INPUT RECORDS Block Start

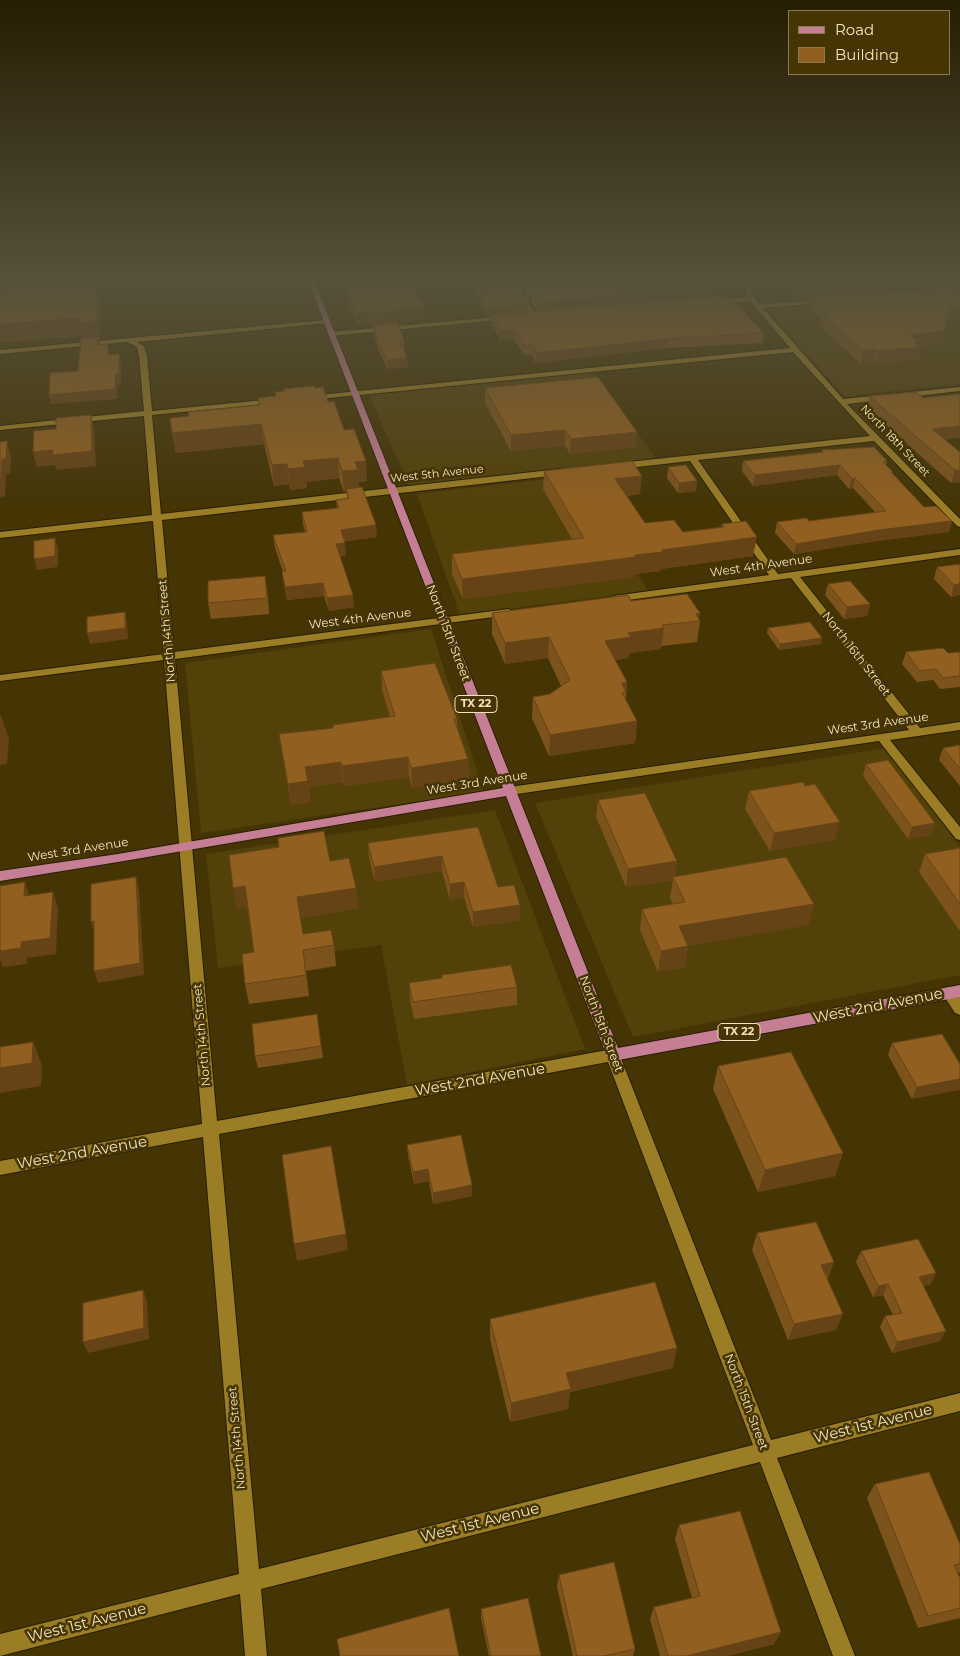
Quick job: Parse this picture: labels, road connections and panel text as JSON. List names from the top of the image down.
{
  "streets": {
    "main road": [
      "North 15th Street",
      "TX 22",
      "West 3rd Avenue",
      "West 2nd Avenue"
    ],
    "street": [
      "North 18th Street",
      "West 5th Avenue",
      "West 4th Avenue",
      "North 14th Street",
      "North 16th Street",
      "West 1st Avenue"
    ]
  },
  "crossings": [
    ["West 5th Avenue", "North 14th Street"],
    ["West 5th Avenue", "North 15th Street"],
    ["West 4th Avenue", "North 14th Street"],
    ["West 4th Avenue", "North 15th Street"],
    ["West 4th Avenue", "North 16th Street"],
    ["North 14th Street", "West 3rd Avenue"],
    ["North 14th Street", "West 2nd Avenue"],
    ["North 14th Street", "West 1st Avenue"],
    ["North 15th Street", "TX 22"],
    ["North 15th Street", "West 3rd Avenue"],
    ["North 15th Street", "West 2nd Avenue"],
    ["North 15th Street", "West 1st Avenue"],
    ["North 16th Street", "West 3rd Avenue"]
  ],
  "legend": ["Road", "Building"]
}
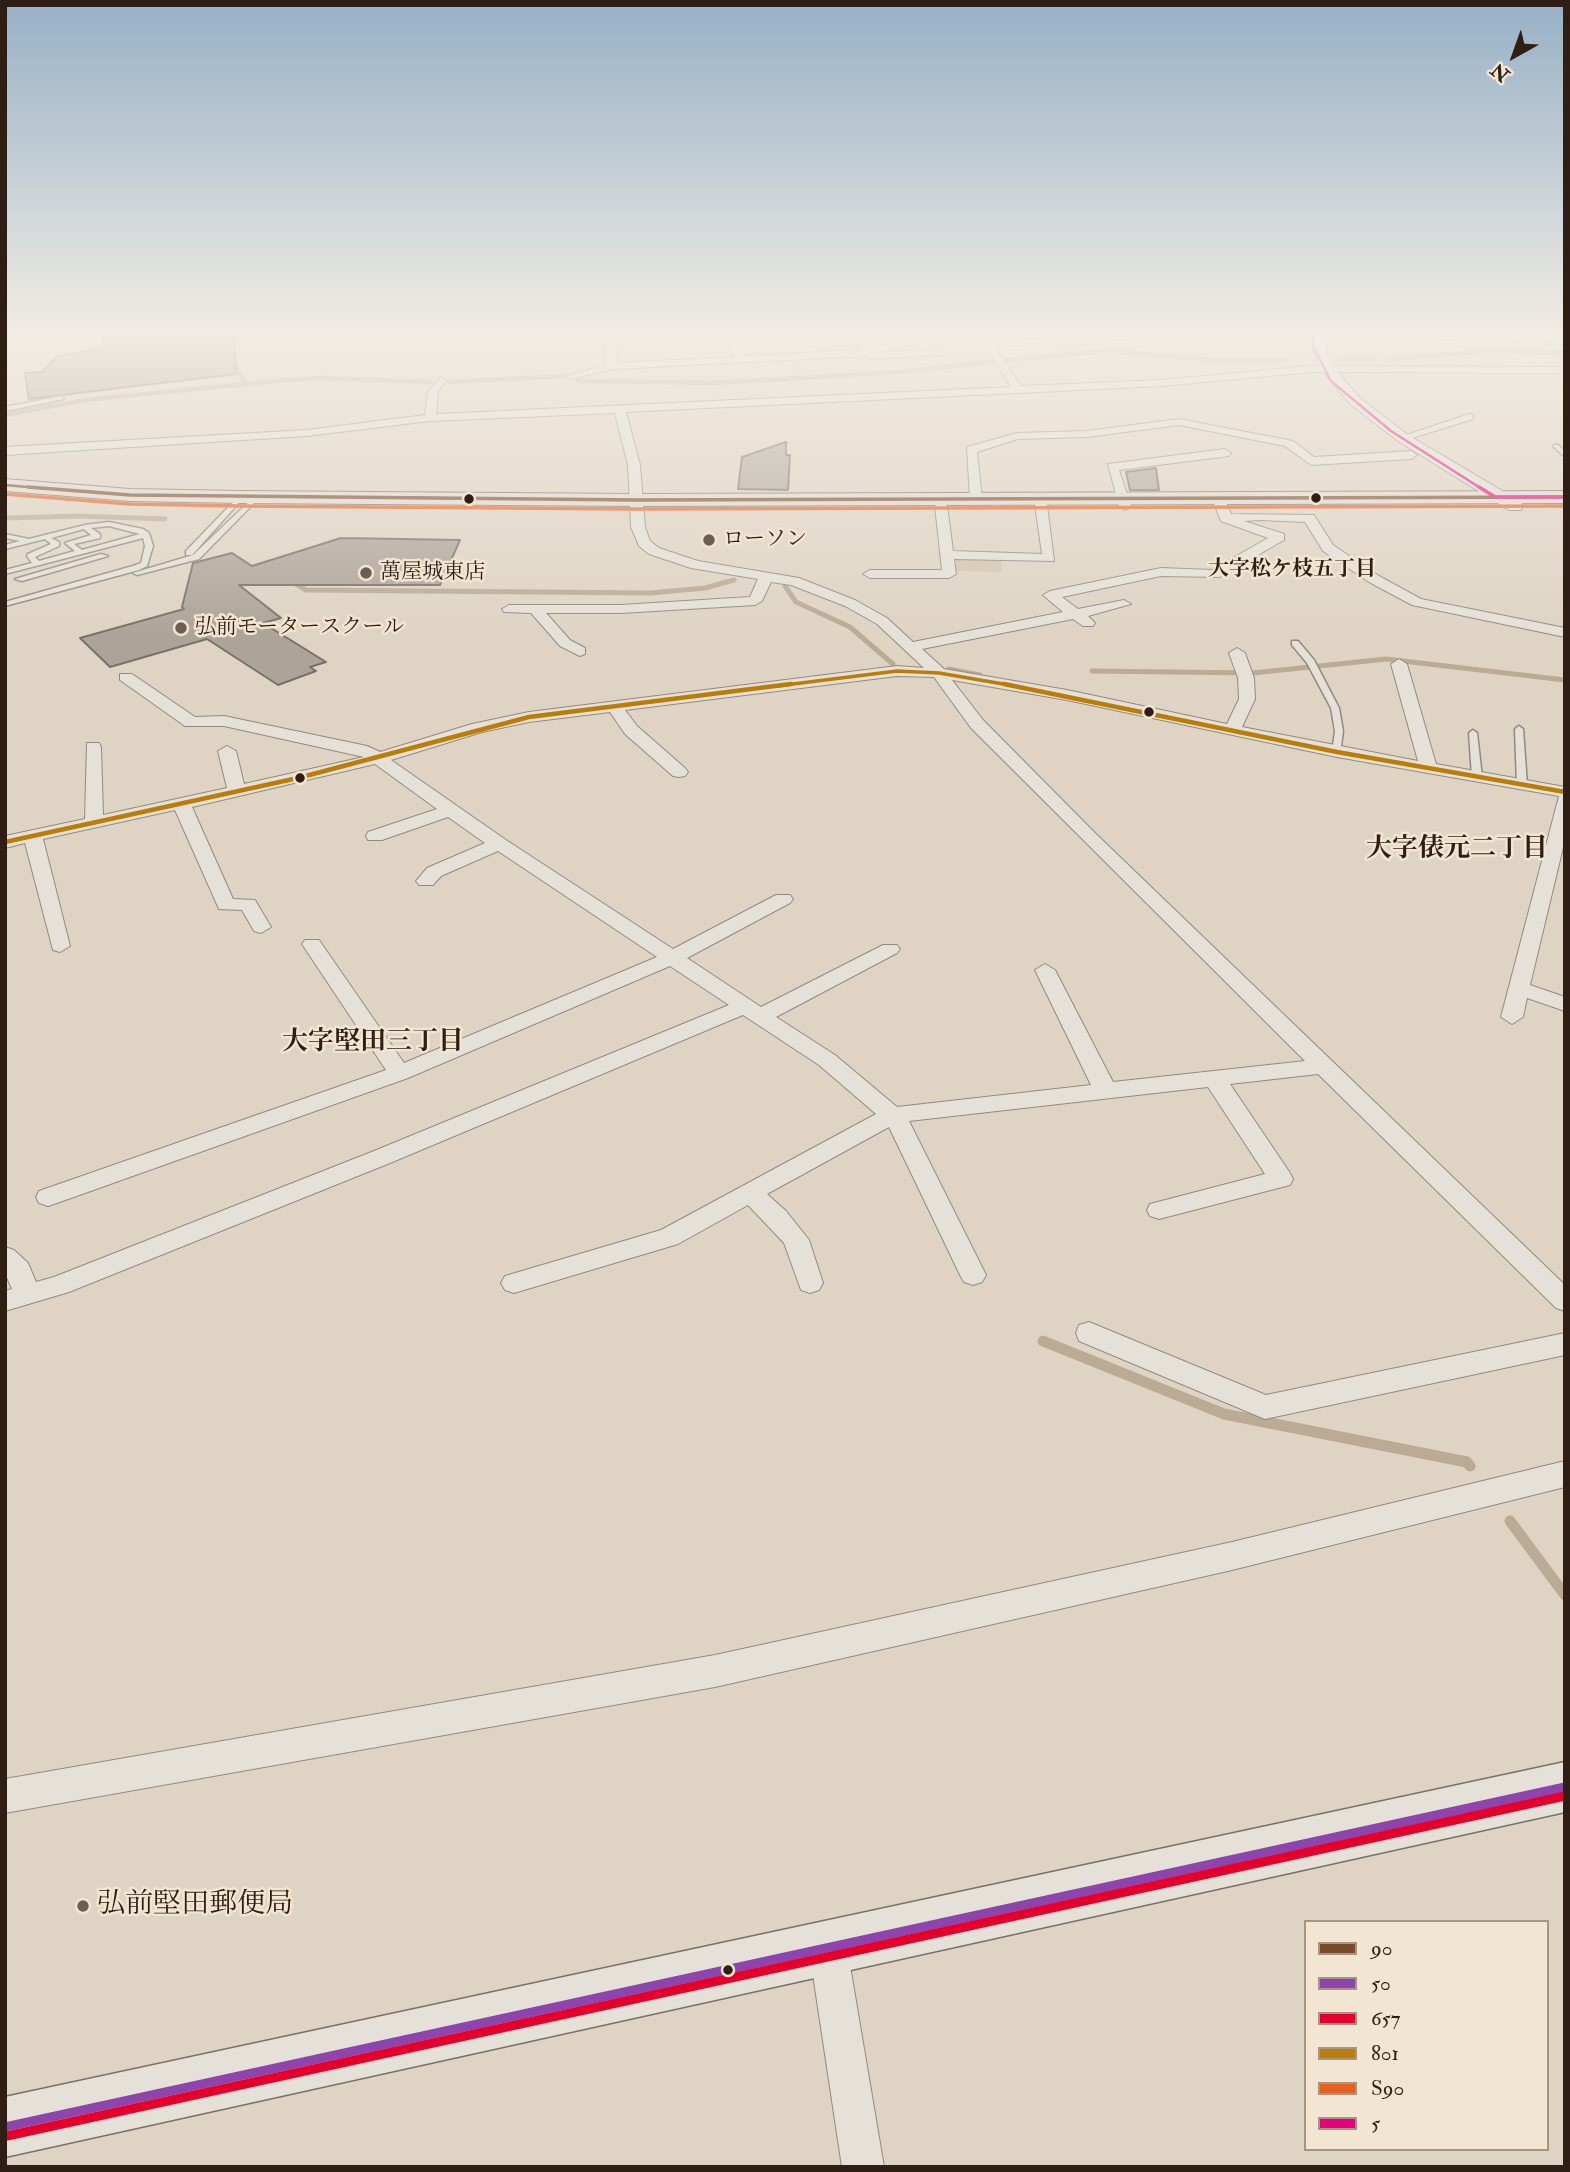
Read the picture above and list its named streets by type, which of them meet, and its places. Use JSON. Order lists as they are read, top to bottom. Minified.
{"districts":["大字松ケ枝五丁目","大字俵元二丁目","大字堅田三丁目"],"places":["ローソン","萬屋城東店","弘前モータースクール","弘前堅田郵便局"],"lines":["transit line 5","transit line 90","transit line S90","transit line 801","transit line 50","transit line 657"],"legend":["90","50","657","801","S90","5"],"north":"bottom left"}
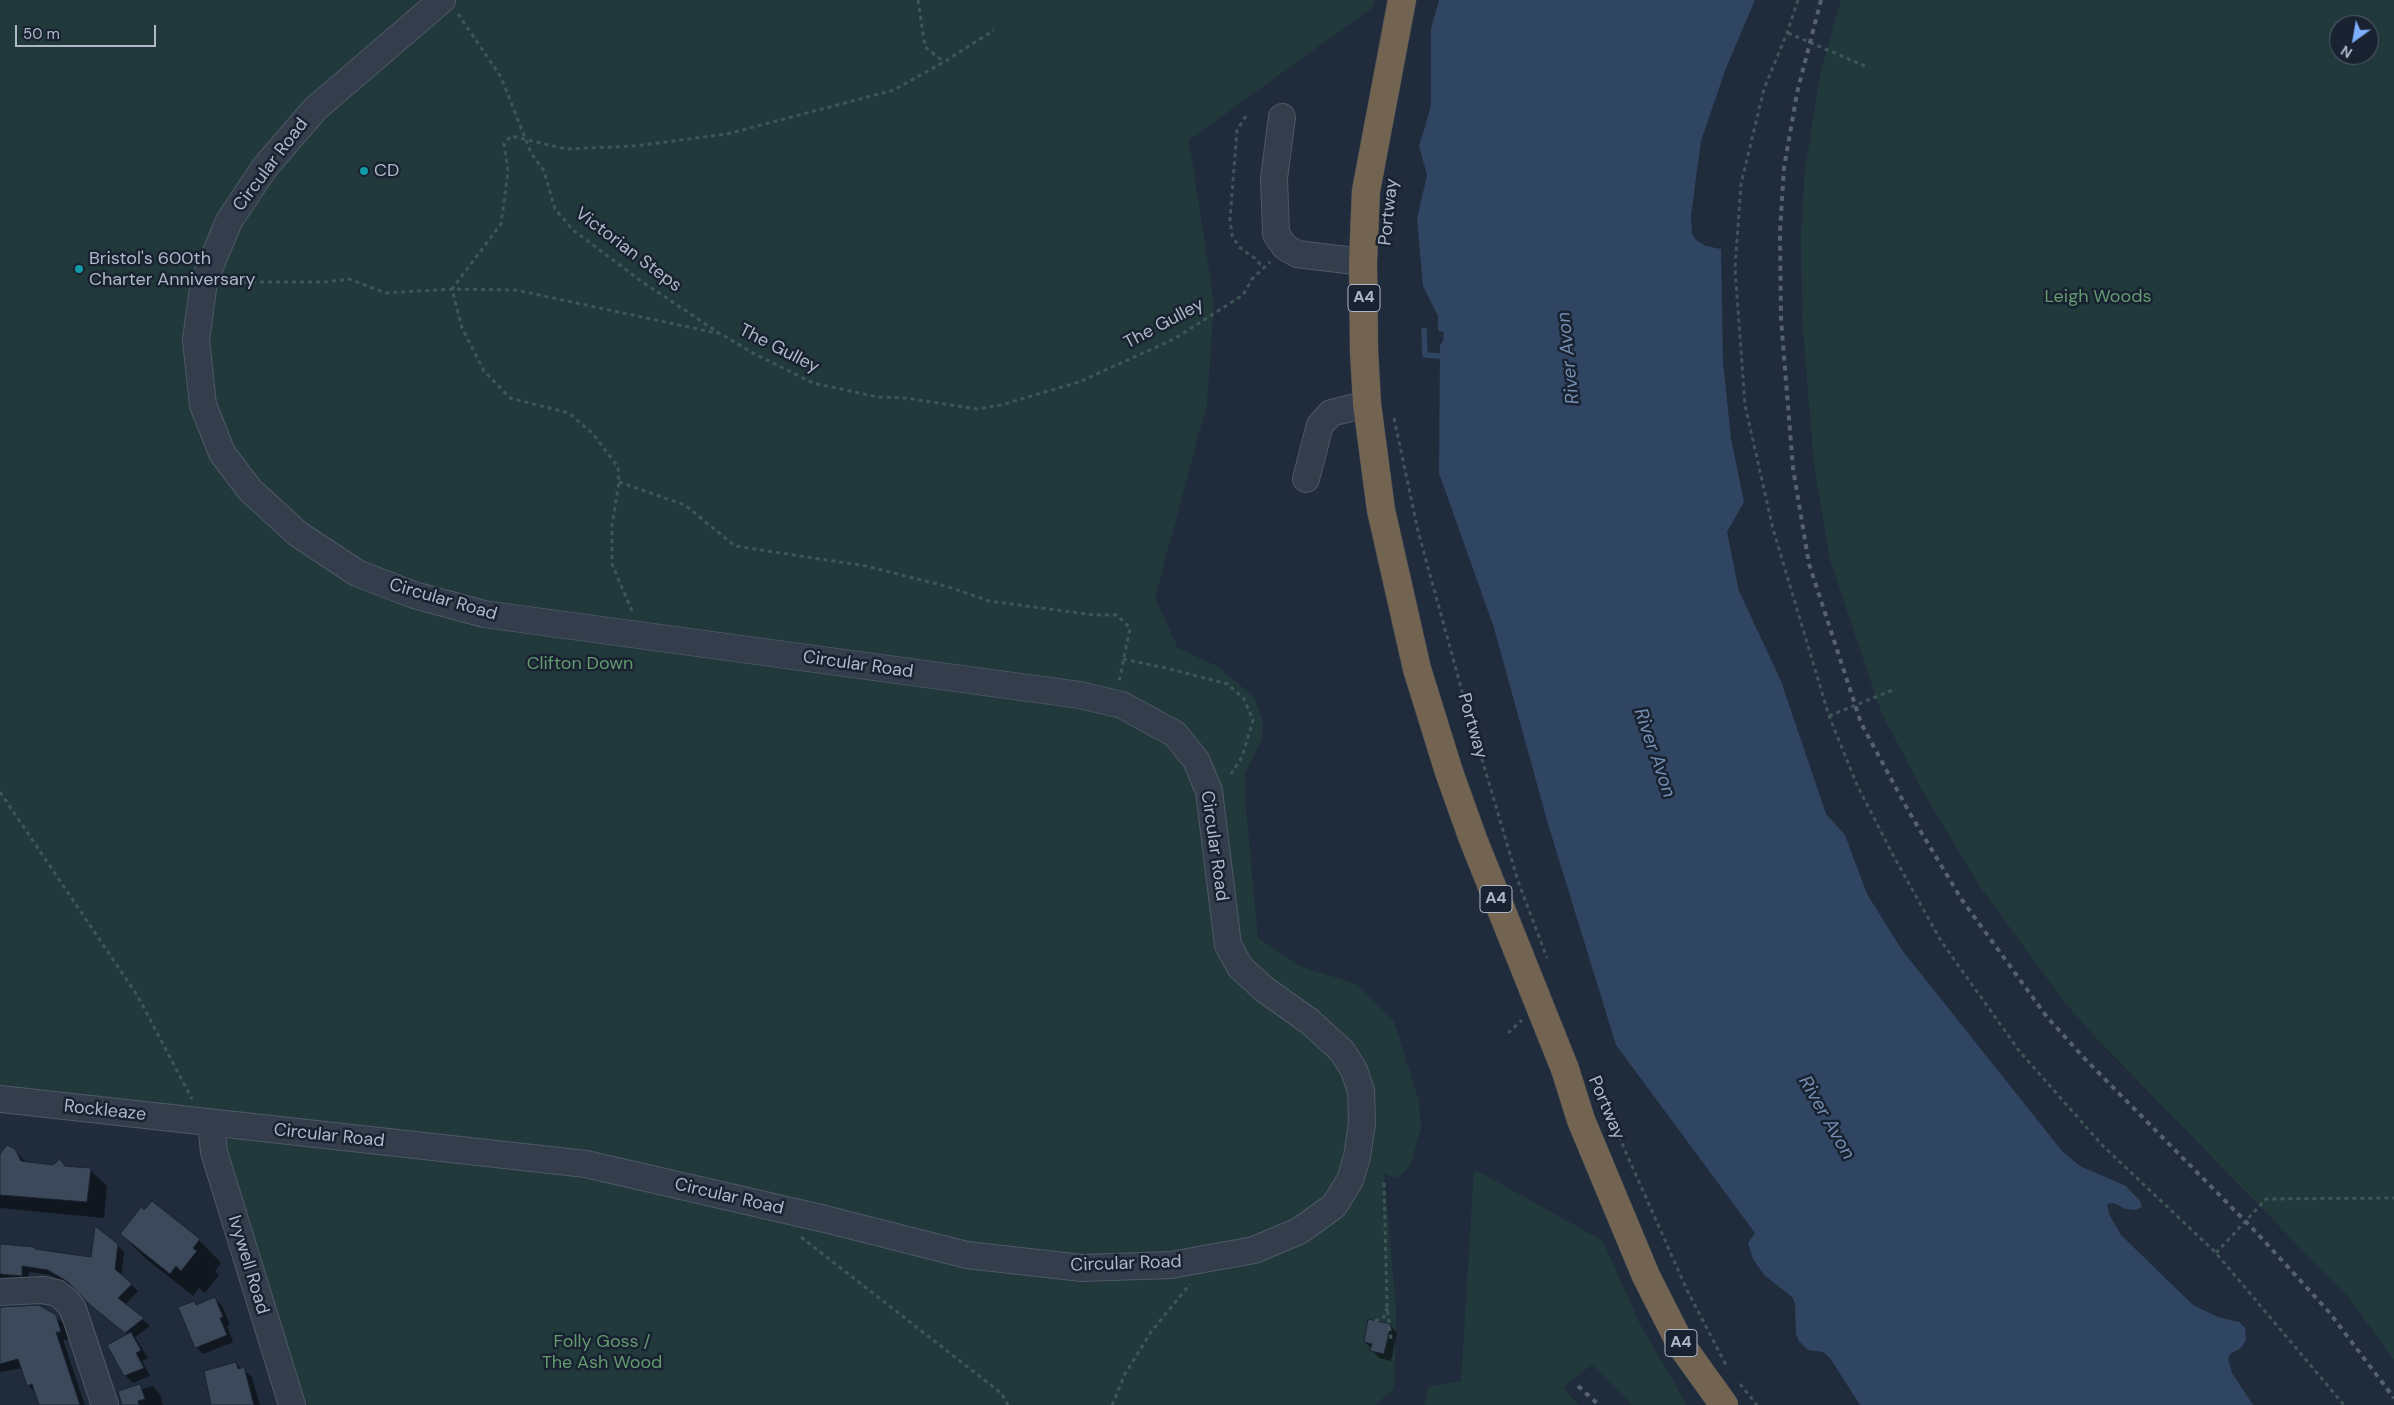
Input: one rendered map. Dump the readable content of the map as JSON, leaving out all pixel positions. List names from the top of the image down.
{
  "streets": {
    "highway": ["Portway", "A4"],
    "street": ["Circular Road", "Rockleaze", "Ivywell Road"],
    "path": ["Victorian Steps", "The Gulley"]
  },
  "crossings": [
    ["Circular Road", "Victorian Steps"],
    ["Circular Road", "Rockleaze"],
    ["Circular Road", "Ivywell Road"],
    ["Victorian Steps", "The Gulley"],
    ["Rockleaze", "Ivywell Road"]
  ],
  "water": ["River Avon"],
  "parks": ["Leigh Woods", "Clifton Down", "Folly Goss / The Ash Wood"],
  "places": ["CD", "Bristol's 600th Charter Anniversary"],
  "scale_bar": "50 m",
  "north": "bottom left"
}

INPUT RECORDS Block End

- PROBLEM TO SOLVE: Leave the pictures aside and transcribe only the lines from the one holding "Read the picture" through the final line of the records above.

- COMPLETED TASK:
Read the picture above and list its named streets by type, which of them meet, and its places. Use JSON. Order lists as they are read, top to bottom. Minified.
{"districts":["大字松ケ枝五丁目","大字俵元二丁目","大字堅田三丁目"],"places":["ローソン","萬屋城東店","弘前モータースクール","弘前堅田郵便局"],"lines":["transit line 5","transit line 90","transit line S90","transit line 801","transit line 50","transit line 657"],"legend":["90","50","657","801","S90","5"],"north":"bottom left"}
Input: one rendered map. Dump the readable content of the map as JSON, leaving out all pixel positions. List names from the top of the image down.
{
  "streets": {
    "highway": ["Portway", "A4"],
    "street": ["Circular Road", "Rockleaze", "Ivywell Road"],
    "path": ["Victorian Steps", "The Gulley"]
  },
  "crossings": [
    ["Circular Road", "Victorian Steps"],
    ["Circular Road", "Rockleaze"],
    ["Circular Road", "Ivywell Road"],
    ["Victorian Steps", "The Gulley"],
    ["Rockleaze", "Ivywell Road"]
  ],
  "water": ["River Avon"],
  "parks": ["Leigh Woods", "Clifton Down", "Folly Goss / The Ash Wood"],
  "places": ["CD", "Bristol's 600th Charter Anniversary"],
  "scale_bar": "50 m",
  "north": "bottom left"
}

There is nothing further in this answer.